:: AIM OF THE TASK ::
Keep only the lines of the data below that contain "Vietnam", and copy them.

:: MATERIAL PROVIDED ::
"""

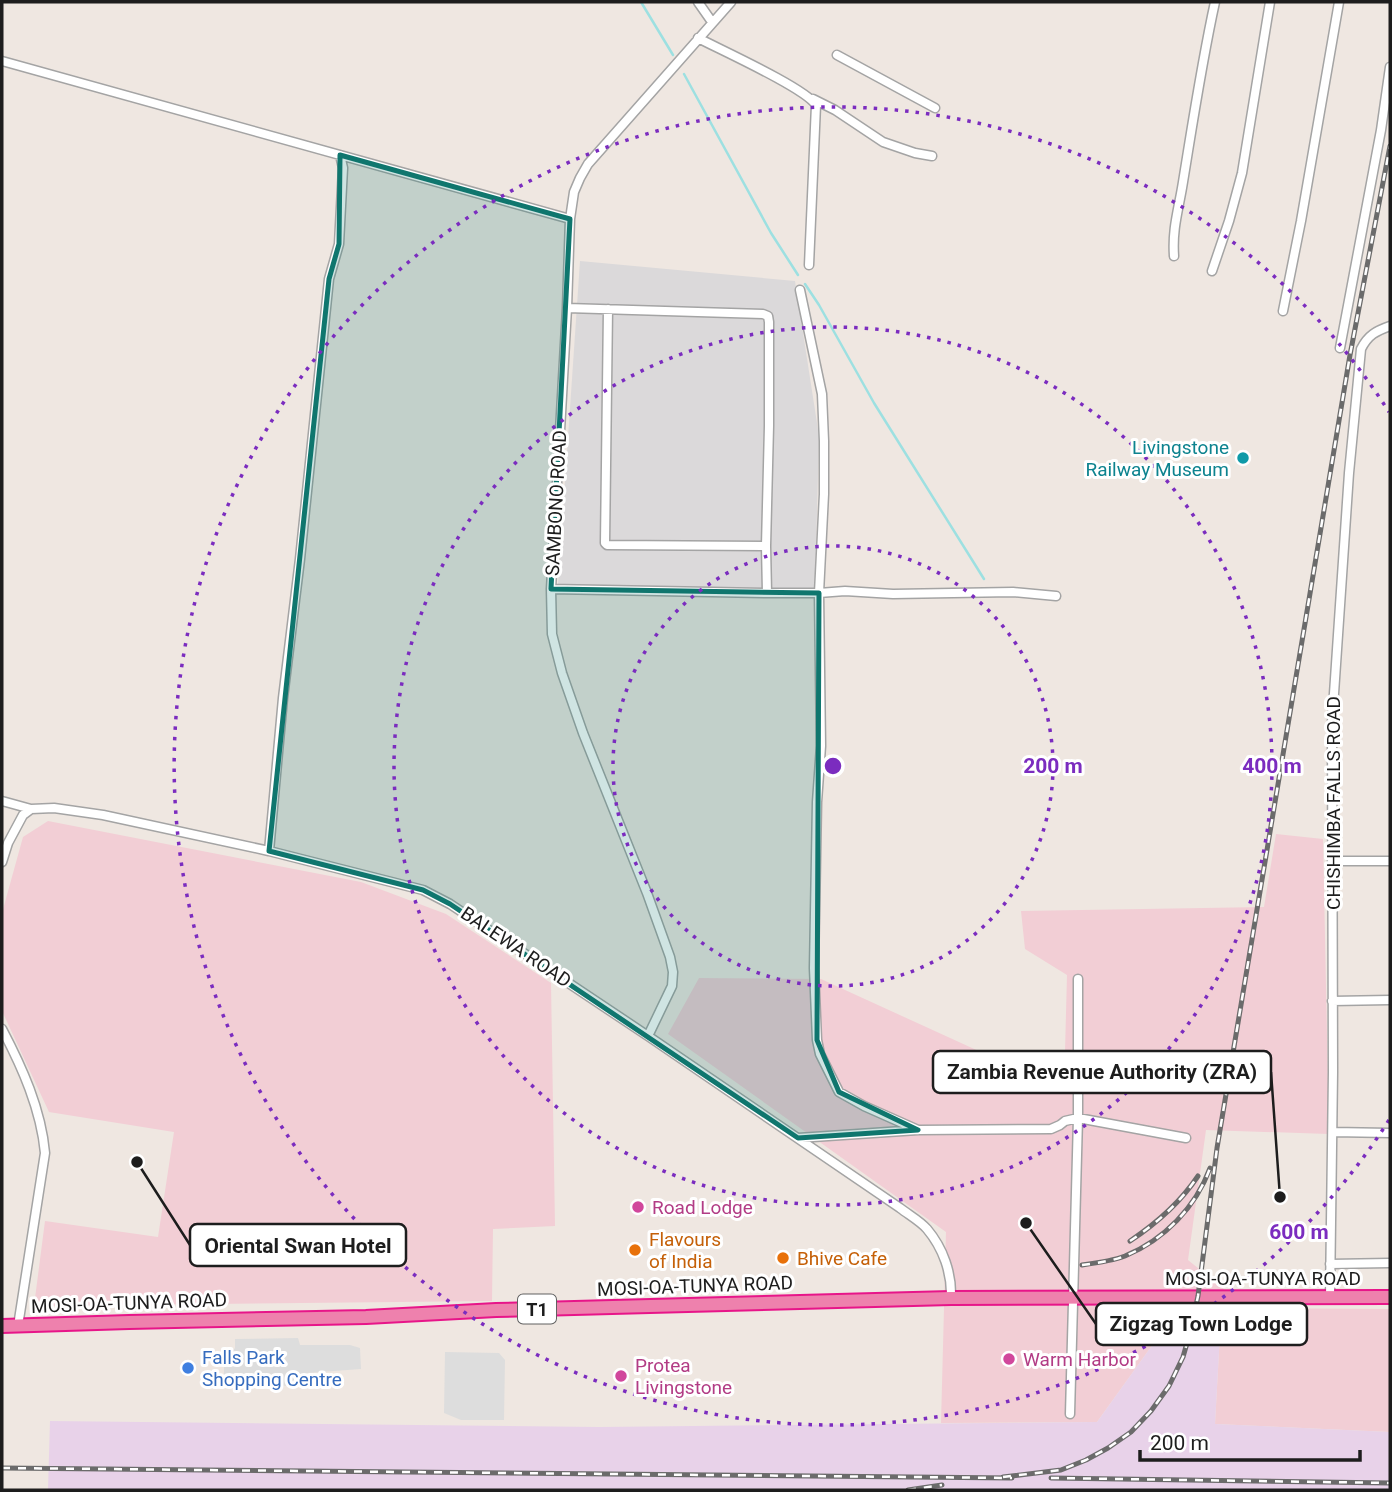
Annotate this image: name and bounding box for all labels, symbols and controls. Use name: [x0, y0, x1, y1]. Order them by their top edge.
street label: SAMBONO ROAD: [541, 430, 571, 576]
place label: Livingstone Railway Museum: [1085, 436, 1229, 481]
marker: Livingstone Railway Museum: [1235, 450, 1251, 466]
street label: CHISHIMBA FALLS ROAD: [1322, 696, 1345, 910]
centre of rings: [821, 754, 845, 778]
text: 200 m: [1023, 754, 1083, 778]
text: 400 m: [1242, 754, 1302, 778]
street label: BALEWA ROAD: [456, 902, 576, 992]
callout: Zambia Revenue Authority (ZRA): [933, 1051, 1271, 1093]
text: Zambia Revenue Authority (ZRA): [947, 1060, 1257, 1084]
place label: Road Lodge: [652, 1196, 753, 1219]
marker: Road Lodge: [630, 1199, 646, 1215]
text: 600 m: [1269, 1220, 1329, 1244]
callout: Oriental Swan Hotel: [190, 1224, 406, 1266]
place label: Flavours of India: [649, 1228, 721, 1273]
text: Oriental Swan Hotel: [204, 1234, 392, 1258]
marker: Flavours of India: [627, 1242, 643, 1258]
place label: Bhive Cafe: [797, 1247, 887, 1270]
marker: Bhive Cafe: [775, 1250, 791, 1266]
street label: MOSI-OA-TUNYA ROAD: [1165, 1267, 1361, 1290]
street label: MOSI-OA-TUNYA ROAD: [597, 1271, 793, 1301]
street label: MOSI-OA-TUNYA ROAD: [31, 1288, 227, 1318]
road number: T1: [518, 1294, 556, 1324]
callout: Zigzag Town Lodge: [1096, 1303, 1307, 1345]
text: Zigzag Town Lodge: [1110, 1312, 1292, 1336]
place label: Falls Park Shopping Centre: [202, 1346, 342, 1391]
place label: Warm Harbor: [1023, 1348, 1137, 1371]
marker: Warm Harbor: [1001, 1351, 1017, 1367]
place label: Protea Livingstone: [635, 1354, 732, 1399]
marker: Falls Park Shopping Centre: [180, 1360, 196, 1376]
marker: Protea Livingstone: [613, 1368, 629, 1384]
scale bar: [1140, 1418, 1360, 1462]
text: 200 m: [1150, 1431, 1209, 1455]

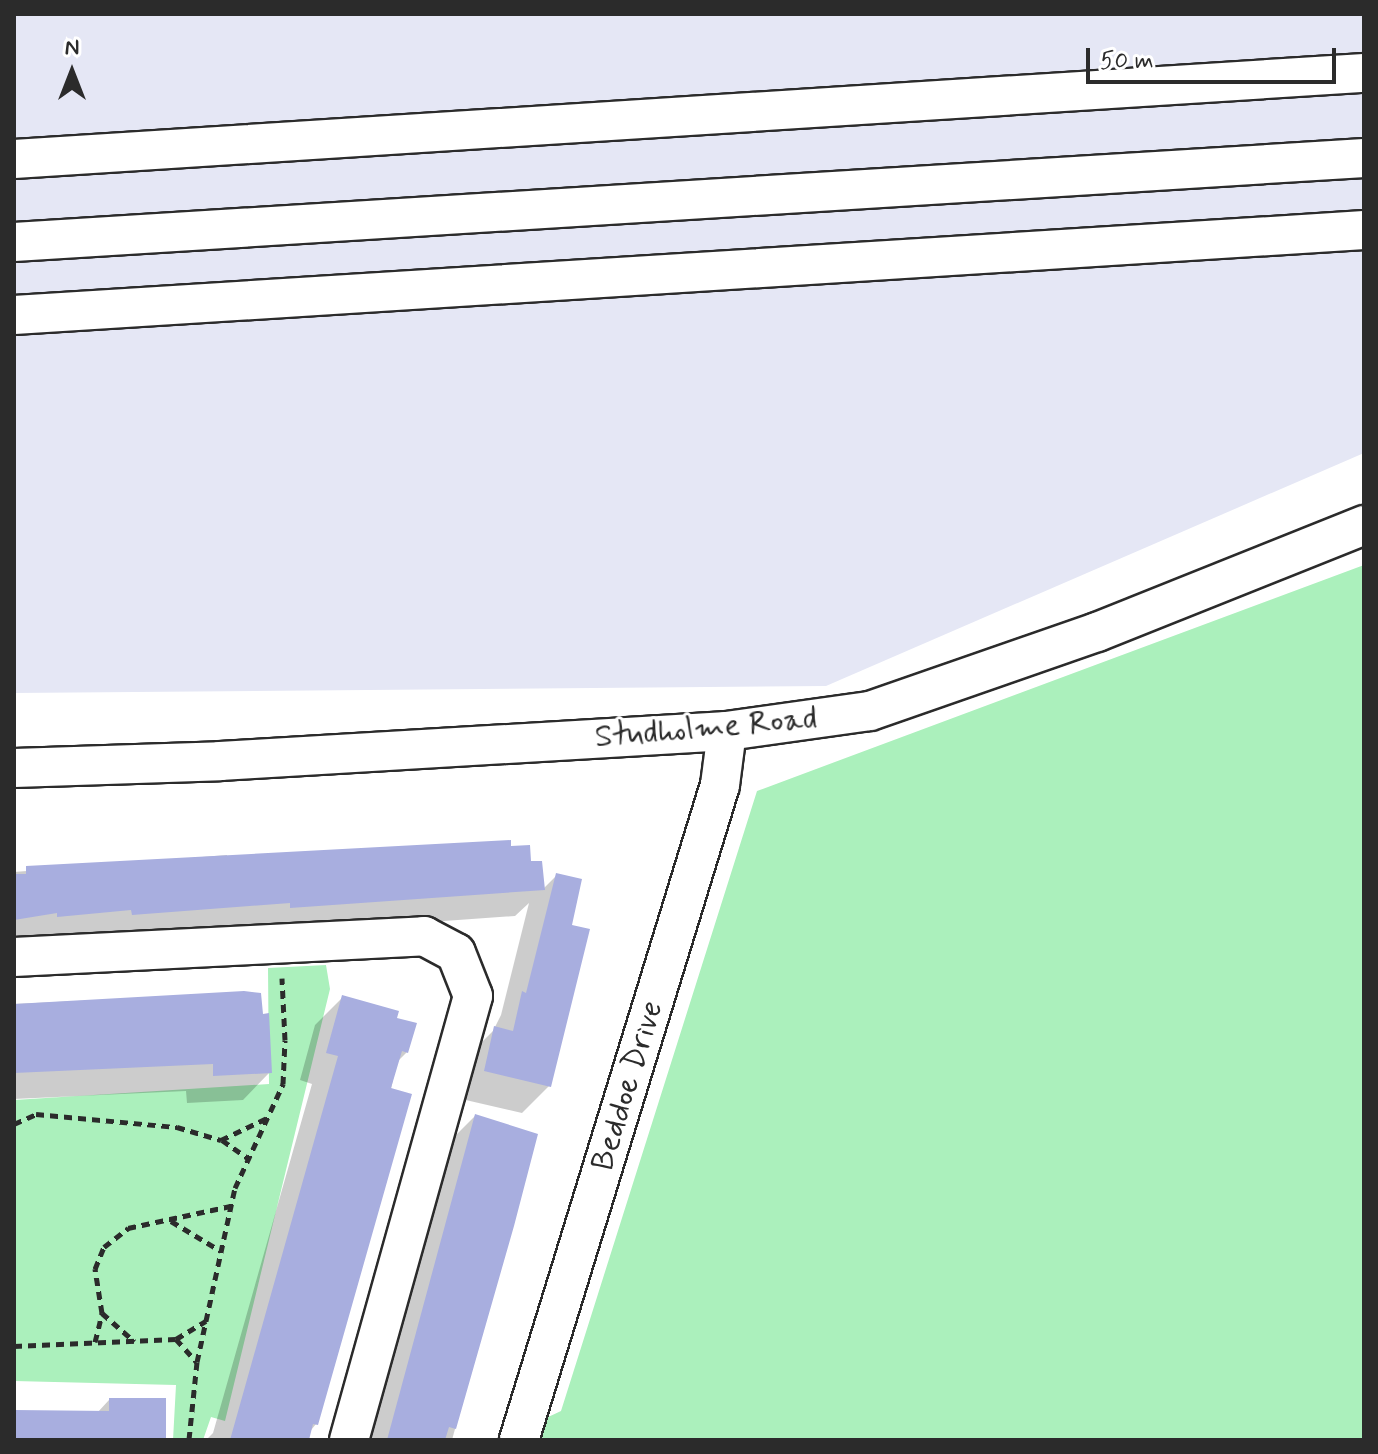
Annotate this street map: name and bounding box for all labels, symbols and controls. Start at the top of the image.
north arrow [32,32,112,112]
scale bar [1090,32,1340,82]
text: N [65,34,79,62]
text: 50 m [1100,46,1154,77]
street label: Studholme Road [596,699,816,757]
street label: Beddoe Drive [584,996,672,1176]

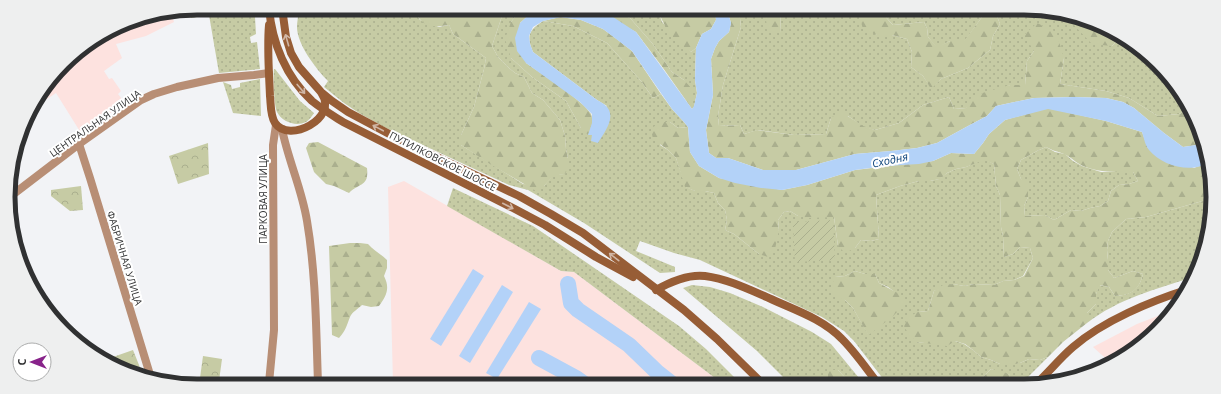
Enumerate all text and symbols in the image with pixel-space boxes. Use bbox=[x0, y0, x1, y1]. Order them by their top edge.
one-way arrow bbox=[283, 34, 291, 47]
one-way arrow bbox=[297, 84, 306, 94]
street label: ЦЕНТРАЛЬНАЯ УЛИЦА bbox=[46, 86, 144, 160]
one-way arrow bbox=[372, 124, 384, 131]
street label: ПУТИЛКОВСКОЕ ШОССЕ bbox=[387, 128, 499, 194]
water label: Сходня bbox=[870, 148, 909, 171]
street label: ПАРКОВАЯ УЛИЦА bbox=[256, 153, 270, 244]
one-way arrow bbox=[502, 203, 514, 210]
street label: ФАБРИЧНАЯ УЛИЦА bbox=[104, 209, 146, 308]
one-way arrow bbox=[609, 253, 620, 262]
north arrow bbox=[12, 342, 52, 382]
text: С bbox=[14, 358, 29, 366]

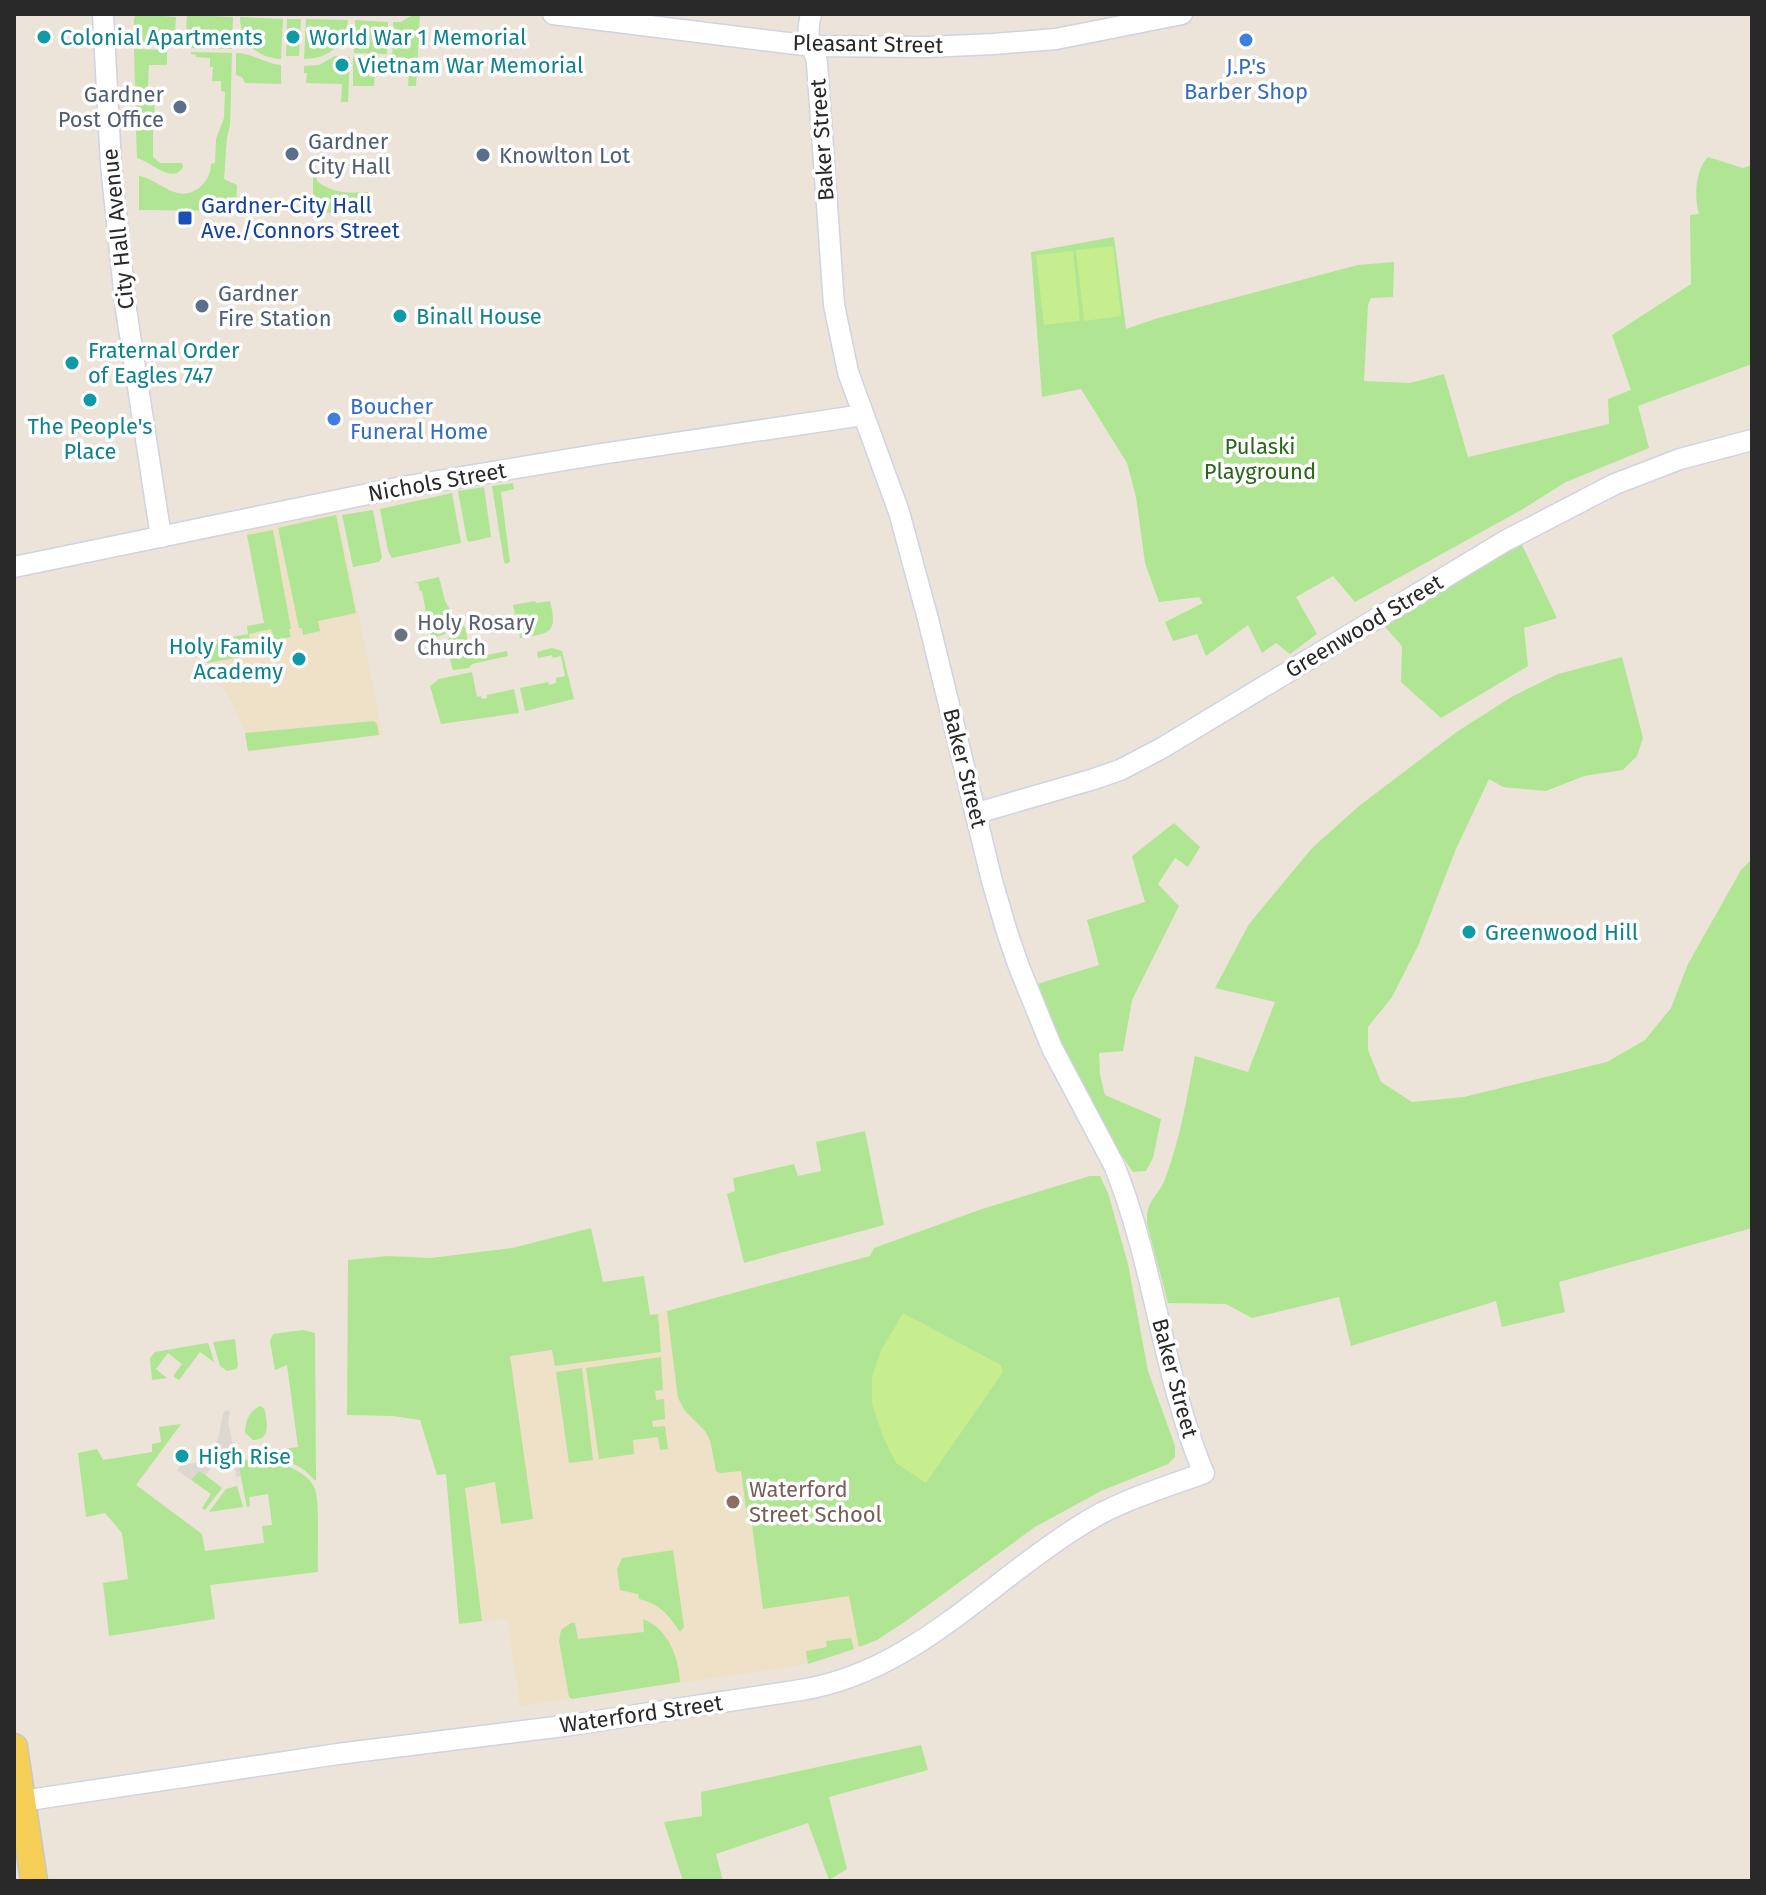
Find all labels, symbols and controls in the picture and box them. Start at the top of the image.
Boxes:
place label: Colonial Apartments [60,24,263,51]
place label: World War 1 Memorial [309,24,526,51]
marker: Colonial Apartments [35,28,53,46]
marker: World War 1 Memorial [284,28,302,46]
street label: Pleasant Street [792,29,944,59]
marker: J.P.'s Barber Shop [1237,31,1255,49]
place label: Vietnam War Memorial [358,52,583,79]
place label: J.P.'s Barber Shop [1184,53,1308,105]
marker: Vietnam War Memorial [333,56,351,74]
street label: Baker Street [804,78,840,202]
place label: Gardner Post Office [58,81,165,133]
marker: Gardner Post Office [171,98,189,116]
place label: Gardner City Hall [308,128,391,180]
place label: Knowlton Lot [499,142,630,169]
marker: Gardner City Hall [283,145,301,163]
marker: Knowlton Lot [474,146,492,164]
street label: City Hall Avenue [96,147,140,311]
place label: Gardner-City Hall Ave./Connors Street [201,192,400,244]
marker: Gardner-City Hall Ave./Connors Street [176,209,194,227]
place label: Gardner Fire Station [218,280,332,332]
marker: Gardner Fire Station [193,297,211,315]
place label: Binall House [416,303,542,330]
marker: Binall House [391,307,409,325]
place label: Fraternal Order of Eagles 747 [88,337,240,389]
marker: Fraternal Order of Eagles 747 [63,354,81,372]
marker: The People's Place [81,391,99,409]
place label: Boucher Funeral Home [350,393,488,445]
marker: Boucher Funeral Home [325,410,343,428]
place label: The People's Place [27,413,153,465]
park label: Pulaski Playground [1204,433,1316,485]
street label: Nichols Street [366,457,508,507]
street label: Greenwood Street [1280,568,1448,684]
place label: Holy Rosary Church [417,609,535,661]
marker: Holy Rosary Church [392,626,410,644]
place label: Holy Family Academy [169,633,283,685]
marker: Holy Family Academy [290,650,308,668]
street label: Baker Street [937,705,993,831]
place label: Greenwood Hill [1485,919,1638,946]
marker: Greenwood Hill [1460,923,1478,941]
street label: Baker Street [1146,1315,1204,1441]
place label: High Rise [198,1443,291,1470]
marker: High Rise [173,1447,191,1465]
place label: Waterford Street School [749,1476,882,1528]
marker: Waterford Street School [724,1493,742,1511]
street label: Waterford Street [558,1689,724,1739]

"""

:: WRITTEN ANSWER ::
place label: Vietnam War Memorial [358,52,583,79]
marker: Vietnam War Memorial [333,56,351,74]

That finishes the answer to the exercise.